[Directions for this task]:
Quote the records exactly, starting at the first line and stopping after the line with "g.lineJoin = 'round';"; skip the pictures.

-- Supplied records follows --

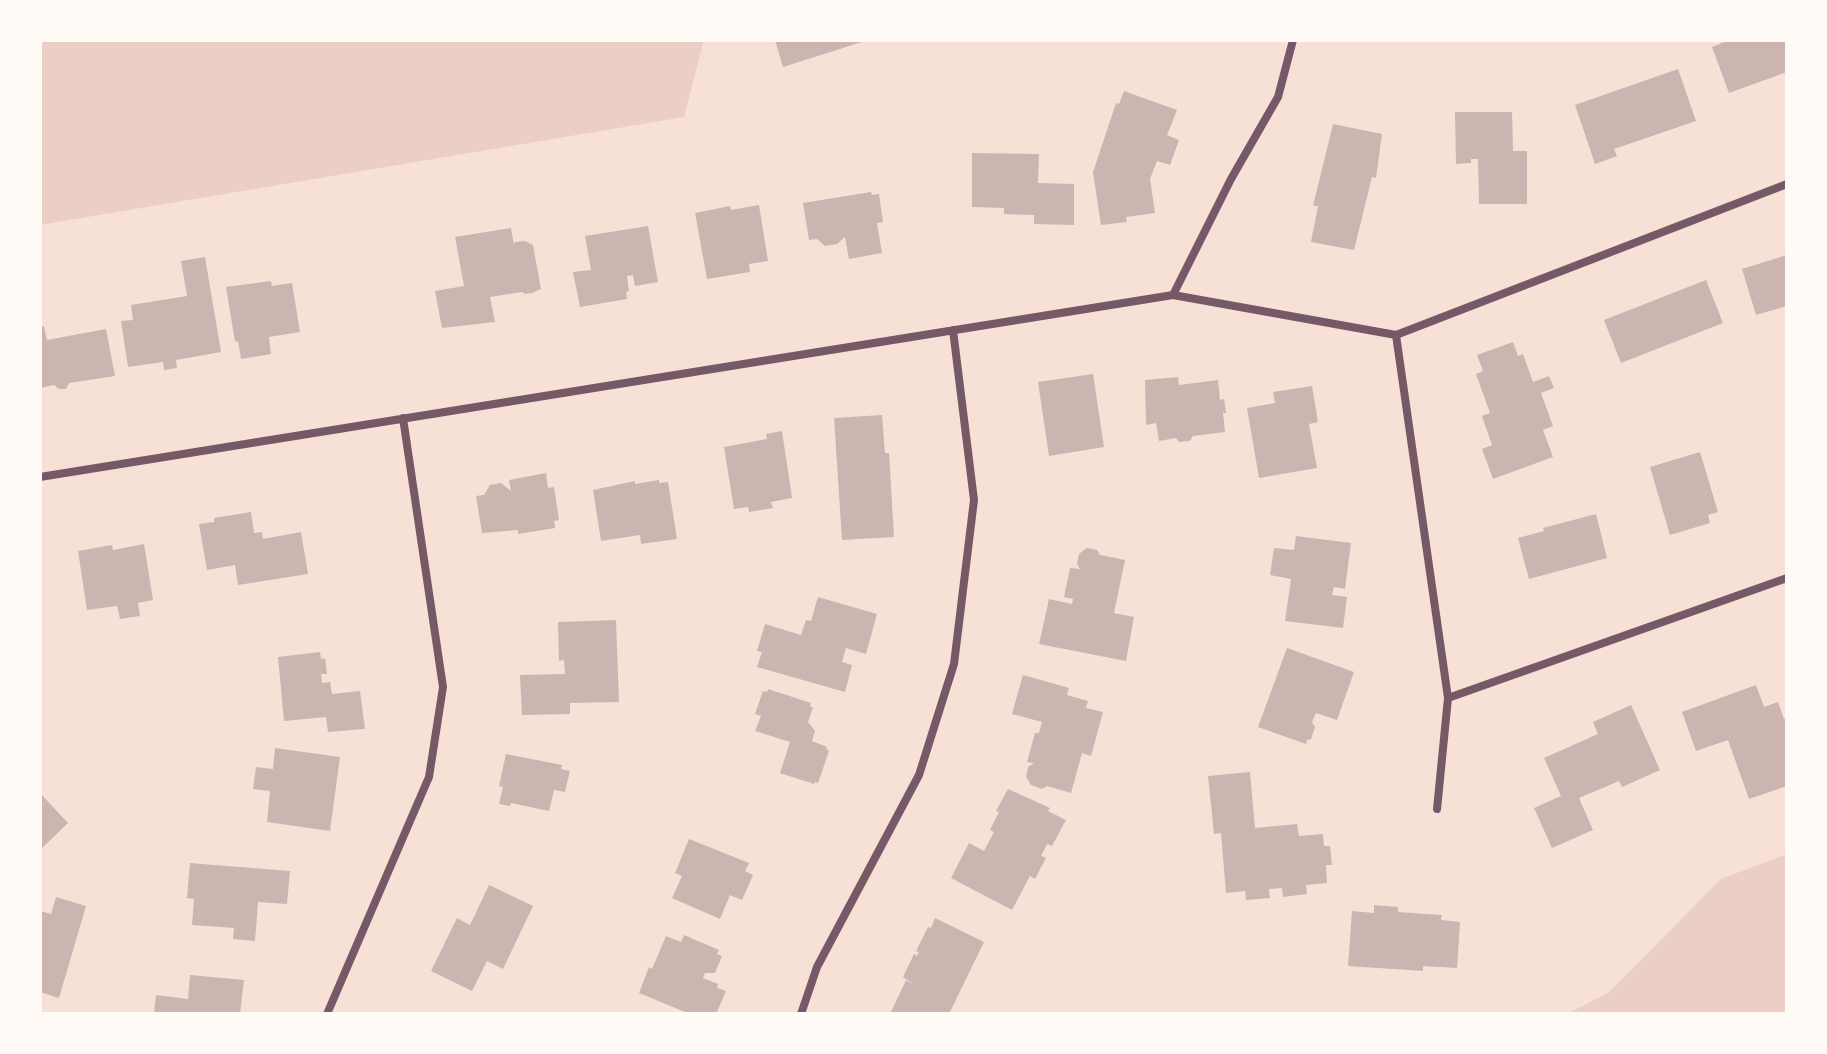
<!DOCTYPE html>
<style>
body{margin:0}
#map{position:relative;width:1827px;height:1054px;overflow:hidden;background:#f7e1d7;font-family:Manrope,sans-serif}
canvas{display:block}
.frame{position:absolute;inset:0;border:42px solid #fffaf5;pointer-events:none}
</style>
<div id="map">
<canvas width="1827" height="1054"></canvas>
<div class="frame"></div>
</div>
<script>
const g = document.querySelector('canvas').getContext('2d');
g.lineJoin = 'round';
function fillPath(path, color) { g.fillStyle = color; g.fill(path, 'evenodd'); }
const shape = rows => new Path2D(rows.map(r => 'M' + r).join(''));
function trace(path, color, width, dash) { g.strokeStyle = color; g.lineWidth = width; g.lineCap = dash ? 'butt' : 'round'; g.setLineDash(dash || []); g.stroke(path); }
fillPath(shape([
 [40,40,704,40,684,117,40,225],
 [1787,854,1787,1014,1567,1014,1608,993,1721,879]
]), '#ebcfc5');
fillPath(shape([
 [775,40,865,40,865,41,783,67],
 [1729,40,1787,40,1787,72,1729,93,1712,47],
 [1678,69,1696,121,1614,149,1617,156,1595,164,1575,105],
 [1124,91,1177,110,1167,135,1179,140,1170,165,1157,161,1150,179,1155,213,1126,217,1127,222,1101,225,1093,172,1116,103,1119,104],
 [1455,112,1512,112,1513,151,1527,151,1527,204,1479,204,1478,159,1471,159,1471,163,1456,164],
 [1333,124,1382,134,1376,178,1372,177,1354,250,1311,242,1318,206,1313,206],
 [972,153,1039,154,1038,183,1074,184,1074,225,1034,224,1034,215,1004,214,1004,208,972,207],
 [871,192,872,195,879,194,883,222,877,223,882,253,849,259,845,237,837,244,825,246,817,239,809,240,803,203],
 [759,205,768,261,749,264,750,272,707,279,695,213,730,206,731,210],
 [648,226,658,282,635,286,633,275,627,276,629,291,626,292,627,299,580,307,573,272,591,270,585,236],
 [511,228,514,245,515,242,525,241,533,245,541,289,532,293,525,294,522,292,490,297,495,322,442,328,435,291,464,286,455,237],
 [1787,255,1787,306,1756,315,1742,269],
 [205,257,221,352,176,360,177,368,164,370,163,362,128,367,121,321,133,320,131,305,187,296,181,261],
 [1706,280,1723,323,1621,363,1604,320],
 [271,281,272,286,292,283,300,332,269,337,271,354,241,359,238,341,235,342,226,287],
 [44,326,47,340,106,329,115,376,69,383,66,389,59,389,54,385,40,388,40,327],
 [1513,342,1518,356,1523,354,1533,382,1549,376,1554,388,1541,393,1553,426,1543,430,1553,457,1493,479,1482,449,1492,445,1482,416,1490,413,1476,374,1483,371,1477,355],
 [1093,374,1104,447,1049,456,1038,382],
 [1178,377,1179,385,1218,380,1220,400,1224,399,1226,413,1223,413,1225,432,1193,436,1190,441,1179,442,1176,438,1159,441,1156,423,1146,425,1145,380],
 [1312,386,1318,422,1309,424,1317,468,1259,478,1247,408,1275,403,1273,392],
 [882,415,885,453,889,453,894,537,842,540,834,418],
 [782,431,792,498,771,502,773,508,749,512,748,507,734,509,724,447,767,439,766,434],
 [1700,452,1718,512,1708,515,1710,523,1670,535,1650,467],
 [546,473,548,488,554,487,559,520,554,521,555,528,518,534,518,530,482,533,476,496,484,495,490,485,501,483,511,491,509,480],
 [659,480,659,483,668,482,677,539,641,544,640,535,601,541,593,490,635,481,635,484],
 [251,512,254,533,262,532,263,539,301,532,308,574,238,585,235,565,207,570,199,524,214,522,214,518],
 [1596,514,1607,558,1529,579,1518,538,1544,531,1543,528],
 [1296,536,1351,543,1345,589,1334,587,1332,595,1347,597,1343,628,1285,621,1291,579,1270,575,1274,548,1294,550],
 [144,544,153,600,138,603,140,616,120,619,117,606,87,610,78,551,112,545,113,550],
 [1087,548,1097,550,1100,555,1125,560,1114,613,1134,617,1126,661,1039,644,1049,599,1072,604,1073,599,1064,597,1070,568,1080,569,1077,564,1079,554],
 [818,597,877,614,866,654,846,648,842,662,852,665,845,692,757,667,762,652,757,651,765,624,801,635,806,620,811,621],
 [616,620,619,702,570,703,570,714,522,715,520,675,565,674,564,660,559,661,558,622],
 [1287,648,1354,672,1337,720,1316,713,1312,722,1315,727,1311,739,1307,740,1306,744,1258,727],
 [320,652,321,659,325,658,327,674,321,674,322,683,330,682,332,694,360,691,365,729,328,732,326,717,284,721,278,657],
 [1023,675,1069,688,1067,695,1088,701,1086,708,1103,712,1091,756,1082,753,1071,793,1047,786,1042,789,1031,785,1026,777,1028,767,1034,763,1027,762,1035,733,1039,733,1042,722,1012,714],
 [1756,685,1764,707,1778,702,1784,719,1787,718,1787,786,1749,799,1728,740,1696,751,1682,712],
 [768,689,811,703,810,707,813,707,808,722,815,731,812,741,827,747,826,749,829,751,818,783,815,782,814,784,780,773,790,742,755,731,761,716,755,714,763,691,767,692],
 [1631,705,1660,770,1622,787,1619,781,1579,798,1593,830,1552,848,1534,808,1561,796,1544,758,1598,734,1593,722],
 [275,748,340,757,330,831,267,822,270,791,253,789,256,767,273,769],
 [506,754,562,765,561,769,570,771,565,792,554,790,549,811,511,803,510,806,499,804,503,787,499,786],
 [1250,772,1255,828,1297,824,1299,836,1323,834,1324,846,1330,846,1332,865,1326,865,1327,883,1306,885,1307,894,1283,897,1282,888,1269,889,1270,898,1246,900,1245,891,1226,893,1221,833,1214,834,1208,776],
 [1008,789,1050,808,1048,811,1066,820,1052,846,1047,844,1041,856,1046,858,1035,879,1030,876,1012,910,951,878,969,843,984,851,994,832,990,830,999,812,996,811],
 [40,793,68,823,40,850],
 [689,839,749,863,745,871,753,875,742,900,730,895,720,919,672,898,682,876,675,873],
 [190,863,290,871,287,904,258,902,255,941,233,939,234,928,192,925,194,899,187,898],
 [489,885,533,906,503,969,487,961,472,991,431,971,457,918,470,925],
 [56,897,86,906,59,998,40,992,40,911,51,914],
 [1374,905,1398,907,1398,912,1442,915,1441,920,1460,922,1457,968,1423,966,1423,971,1348,966,1352,911,1374,913],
 [935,918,984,942,949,1014,890,1014,906,980,918,987,903,977,914,954,917,956,919,952,916,951,928,927,931,928],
 [684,935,719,950,717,954,722,956,715,973,705,973,703,978,718,984,717,988,726,991,716,1014,690,1014,639,993,649,967,652,969,666,936,681,942],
 [190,975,244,980,240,1014,154,1014,156,995,188,999]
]), '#ccb4b1');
trace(shape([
 [1173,295,1231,179,1278,97,1293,40],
 [1396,335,1448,698,1437,809],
 [40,477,1173,295,1396,335,1787,184],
 [1448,698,1787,578],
 [327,1014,429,777,443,687,403,418],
 [801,1014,817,967,919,775,954,664,974,500,953,330]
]), '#755966', 8);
</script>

-- Supplied records concluded --

[Response to the task]:
<!DOCTYPE html>
<style>
body{margin:0}
#map{position:relative;width:1827px;height:1054px;overflow:hidden;background:#f7e1d7;font-family:Manrope,sans-serif}
canvas{display:block}
.frame{position:absolute;inset:0;border:42px solid #fffaf5;pointer-events:none}
</style>
<div id="map">
<canvas width="1827" height="1054"></canvas>
<div class="frame"></div>
</div>
<script>
const g = document.querySelector('canvas').getContext('2d');
g.lineJoin = 'round';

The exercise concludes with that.